Beijing – Chinese health authorities are investigating milk powder as a possible cause of high hormone levels found in several infants who appeared to show signs of premature sexual development, state media said on Wednesday.

Experts have started testing samples of milk powder produced in 1998 by the dairy company Synutra International Inc in the eastern city of Qingdao, the official China Daily quoted Health Ministry spokesman Deng Haihua as saying.

Deng promised “timely publication of the investigation results,” the newspaper said.

The investigation follows reports that at least four baby girls had developed breasts and showed high levels of the hormones estradiol and prolactin.

All four had regularly consumed infant milk formula made by Synutra, the reports said.

But no tests had been performed on the milk powder and the company insisted that its products were safe, the newspaper said.

New Zealand’s giant milk company Fonterra Cooperative Group Ltd, which has supplied Synutra, said Wednesday it had abided by strict legislative controls on the use of hormonal growth promotants (HGPs) in New Zealand and they were not allowed for milk cows.

A major milk scandal hit China in 2008 when tests found that many milk products, including those of most leading brands, contained high levels of melamine, an industrial chemical used to artificially boost protein levels and raise producers’ profits.

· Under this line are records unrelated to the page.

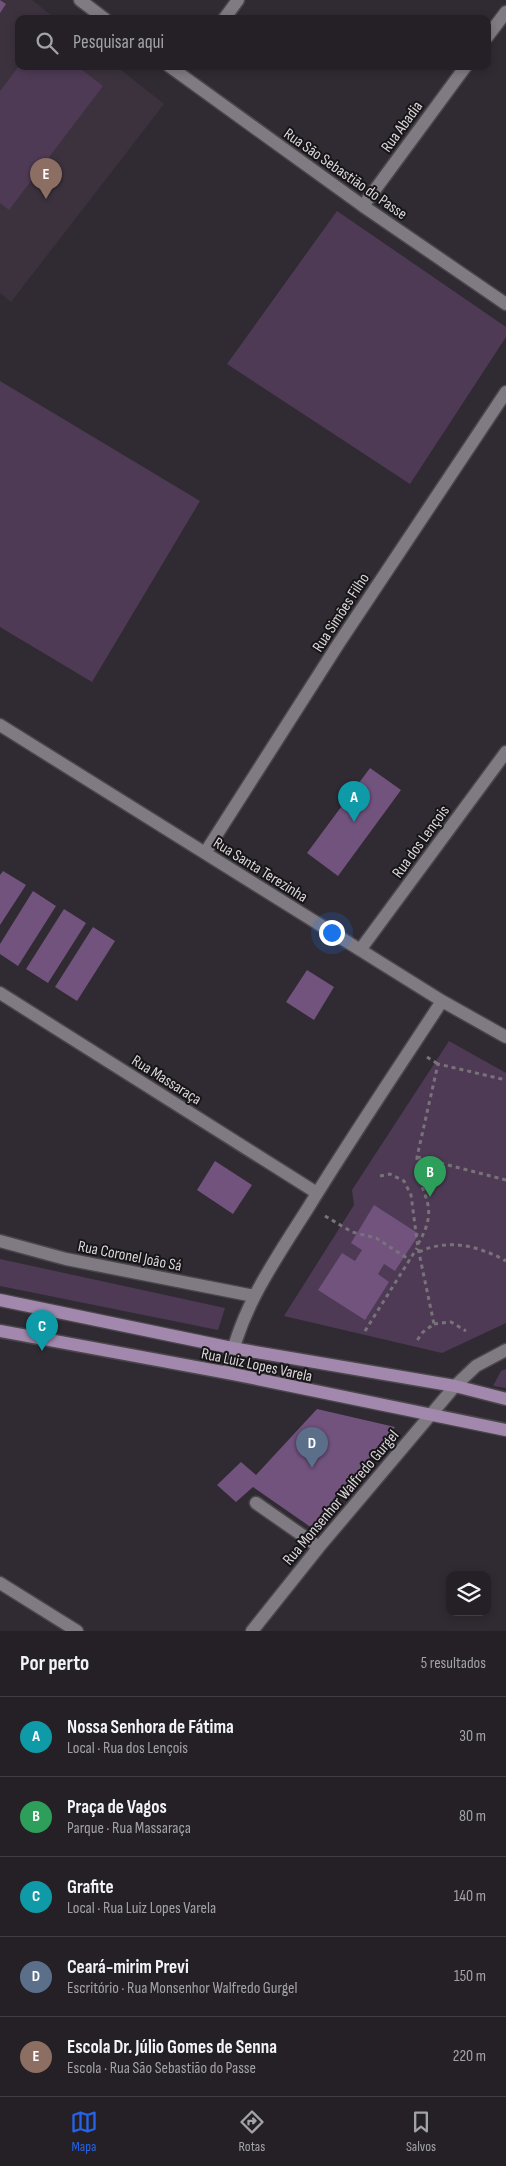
<!DOCTYPE html>
<html lang="pt">
<head>
<meta charset="utf-8">
<style>
	:root { --surface:#242026; --page:#2c282e; --text:#f1f3f6; --muted:#a3a3a7; --line:#413e43; --accent:#2563eb }
	body { margin:0; font-family:"Sofia Sans Condensed",sans-serif; background:var(--page); color:var(--text) }
	.controls { position:absolute; right:15px; bottom:15px; display:grid; overflow:hidden; border-radius:10px; box-shadow:0 2px 8px #0003 }
	.controls button { width:45px; height:45px; display:grid; place-items:center; padding:0; border:0; border-bottom:1px solid var(--line); background:var(--surface); color:var(--text); font:25px sans-serif }
	.you { position:absolute; left:331px; top:932px; width:18px; height:18px; margin:-12px; border:4px solid #fff; border-radius:50%; background:#1a73e8; box-shadow:0 0 0 8px #1a73e833 }
	.badge { display:grid; place-items:center; width:32px; height:32px; border-radius:50%; background:var(--accent); color:#fff; font-size:16px; font-weight:700 }
	.pin { position:absolute; translate:-50% -41px; filter:drop-shadow(0 1px 2px #0008) }
	.pin::after { content:''; position:absolute; top:26px; width:18px; height:15px; background:inherit; clip-path:polygon(0 0,100% 0,50% 100%) }
	.list { margin:0; padding:0; list-style:none }
	h2 { display:flex; justify-content:space-between; align-items:center; height:65px; margin:0; padding:0 20px; font-size:21px }
	h2 small { font-size:16px; font-weight:400; color:var(--muted) }
	.list li { display:grid; grid-template-columns:32px 1fr auto; gap:15px; align-items:center; box-sizing:border-box; height:80px; padding:0 20px; border-top:1px solid var(--line) }
	.list b { display:block; font-size:19px; white-space:nowrap }
	.list p { margin:0; font-size:16px; white-space:nowrap; color:var(--muted) }
	.list em { font-size:16px; font-style:normal; color:var(--muted) }
	.icon { flex:none; width:28px; height:28px; fill:none; stroke:currentColor; stroke-width:2; stroke-linecap:round; stroke-linejoin:round }
	.map { position:relative; flex:none; width:506px; height:1631px; overflow:hidden }
	.search { position:absolute; background:var(--surface); box-shadow:0 2px 8px #0003; left:15px; right:15px; top:15px; height:55px; display:flex; align-items:center; gap:12px; box-sizing:border-box; padding:0 18px; border-radius:10px; color:var(--muted); font-size:19px }
	.sheet { height:465px; background:var(--surface) }
	nav { display:flex; justify-content:space-around; align-items:center; box-sizing:border-box; height:70px; border-top:1px solid var(--line); background:var(--surface); font-size:14px; color:var(--muted) }
	nav a { display:grid; justify-items:center; gap:2px }
	nav .on { color:var(--accent) }
	.map>svg:first-child { display:block }
</style>
</head>
<body>
<div class="map">
<svg width="506" height="1631" viewBox="0 0 506 1631">
	<rect width="100%" height="100%" fill="#302b32"/>
	<path fill="#3b323e" d="M0,0H32L56,19H19V66H116L164,104L11,302L0,293Z"/>
	<path fill="#4e3a55" d="M19,66H77L103,86L9,210L0,203V91Z
		M337,211L506,327V337L410,484L227,364Z
		M0,381L200,501L92,682L0,627Z
		M449,1041L506,1073V1323L442,1353L284,1316L354,1205L352,1190Z
		M0,1259L225,1308L218,1330L0,1286Z
		M506,1369V1388L493,1386L501,1371Z"/>
	<path fill="#72537e" d="M0,0L6,4L0,13Z
		M370,768L401,790L338,876L307,853Z
		M3,871L26,885L0,925V875Z
		M33,891L56,906L18,966L0,954V944Z
		M64,909L86,923L48,983L26,969Z
		M93,927L115,941L77,1001L55,987Z
		M307,970L334,987L314,1020L286,1002Z
		M215,1161L252,1185L233,1214L197,1190Z
		M374,1205L419,1234L395,1271L384,1264L378,1274L389,1282L365,1320L318,1290L342,1253L355,1261L362,1250L351,1243Z
		M317,1409L395,1427L312,1528L253,1487L236,1502L217,1485L241,1462L256,1475Z"/>
	<g fill="none" stroke-linecap="round" stroke-linejoin="round">
		<g stroke="#4a464b" stroke-width="15">
			<path id="minor" d="M80,0L105,19
				M224,19L238,0
				M487,37L506,12
				M169,66L363,206L506,304
				M363,206L466,66
				M0,725L442,1001L506,1037
				M205,853L339,643L506,392
				M360,950L506,752
				M0,993L317,1193
				M0,1241L66,1259L254,1296
				M228,1373C238,1312 275,1260 308,1208C351,1138 397,1070 442,1001
				M256,1503L319,1547
				M0,1583L77,1631
				M252,1631L319,1547L455,1386L476,1366L506,1350"/>
		</g>
		<g stroke="#4a464b" stroke-width="15">
			<path id="major" d="M0,1300L232,1348L455,1386L506,1399
				M0,1331L228,1373L506,1430"/>
		</g>
		<path stroke="#787379" stroke-width="3" stroke-dasharray="4 4" stroke-linecap="butt" d="M427,1057L438,1064
			M417,1157L506,1180
			M380,1176L390,1174L404,1181L411,1195L418,1248L434,1324L423,1332L416,1342
			M325,1216L352,1232L376,1238L410,1260
			M418,1244C443,1202 416,1195 417,1157L438,1064L506,1080
			M419,1252C448,1238 479,1246 506,1261
			M434,1324L451,1322L466,1331
			M365,1331L417,1248"/>
		<use href="#minor" stroke="#807b82" stroke-width="12"/>
		<use href="#major" stroke="#a288ac" stroke-width="12"/>
	</g>
	<g text-anchor="middle" stroke-width="4" stroke-linejoin="round" paint-order="stroke">
		<g font-size="16" fill="#d9d6da" stroke="#171517">
			<text transform="translate(401 126) rotate(-54)" y="6">Rua Abadia</text>
			<text transform="translate(346 173) rotate(35)" y="6">Rua São Sebastião do Passe</text>
			<text transform="translate(340 612) rotate(-57)" y="6">Rua Simões Filho</text>
			<text transform="translate(420 841) rotate(-54)" y="6">Rua dos Lençois</text>
			<text transform="translate(261 869) rotate(32)" y="6">Rua Santa Terezinha</text>
			<text transform="translate(167 1079) rotate(32)" y="6">Rua Massaraça</text>
			<text transform="translate(130 1255) rotate(11)" y="6">Rua Coronel João Sá</text>
			<text transform="translate(257 1364) rotate(12)" y="6">Rua Luiz Lopes Varela</text>
			<text transform="translate(340 1497) rotate(-50)" y="6">Rua Monsenhor Walfredo Gurgel</text>
		</g>
	</g>
</svg>
<div class="controls">
<button><svg class="icon" aria-label="layers" viewBox="0 0 24 24"><path d="M12 4l9 5-9 5-9-5zM3 14l9 5 9-5"/></svg></button>
</div>
<div class="you"></div>
<div class="pin badge" style="left:354px;top:822px;background:#0f9aa8">A</div>
<div class="pin badge" style="left:430px;top:1197px;background:#2e9e5b">B</div>
<div class="pin badge" style="left:42px;top:1351px;background:#0f9aa8">C</div>
<div class="pin badge" style="left:312px;top:1468px;background:#5c6f8a">D</div>
<div class="pin badge" style="left:46px;top:199px;background:#8d6e63">E</div>
<div class="search"><svg class="icon" aria-label="search" viewBox="0 0 24 24"><circle cx="10" cy="10" r="6"/><path d="M15 15l6 6"/></svg>Pesquisar aqui</div>
</div>
<section class="sheet">
<h2>Por perto<small>5 resultados</small></h2>
<ul class="list">
<li><span class="badge" style="background:#0f9aa8">A</span><div><b>Nossa Senhora de Fátima</b><p>Local · Rua dos Lençois</p></div><em>30 m</em></li>
<li><span class="badge" style="background:#2e9e5b">B</span><div><b>Praça de Vagos</b><p>Parque · Rua Massaraça</p></div><em>80 m</em></li>
<li><span class="badge" style="background:#0f9aa8">C</span><div><b>Grafite</b><p>Local · Rua Luiz Lopes Varela</p></div><em>140 m</em></li>
<li><span class="badge" style="background:#5c6f8a">D</span><div><b>Ceará-mirim Previ</b><p>Escritório · Rua Monsenhor Walfredo Gurgel</p></div><em>150 m</em></li>
<li><span class="badge" style="background:#8d6e63">E</span><div><b>Escola Dr. Júlio Gomes de Senna</b><p>Escola · Rua São Sebastião do Passe</p></div><em>220 m</em></li>
</ul>
</section>
<nav>
<a class="on"><svg class="icon" aria-label="map" viewBox="0 0 24 24"><path d="M3 6l6-2 6 2 6-2v14l-6 2-6-2-6 2zM9 4v14M15 6v14"/></svg>Mapa</a>
<a><svg class="icon" aria-label="directions" viewBox="0 0 24 24"><path d="M12 3l9 9-9 9-9-9zM9 14v-3h6M13 9l2 2-2 2"/></svg>Rotas</a>
<a><svg class="icon" aria-label="saved" viewBox="0 0 24 24"><path d="M7 4h10v16l-5-4-5 4z"/></svg>Salvos</a>
</nav>
</body>
</html>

The tests followed reports in late 2008 that thousands of infants had developed kidney and other health problems after consuming several popular brands of powdered milk.

The government later said at least six infants died and up to 300,000 were sickened by contaminated milk powder.

Chinese courts have tried at least 21 people accused of involvement in the 2008 milk scandal. Two of them were sentenced to death and executed in November.

But state media have reported several new cases of melamine-contaminated milk since 2008.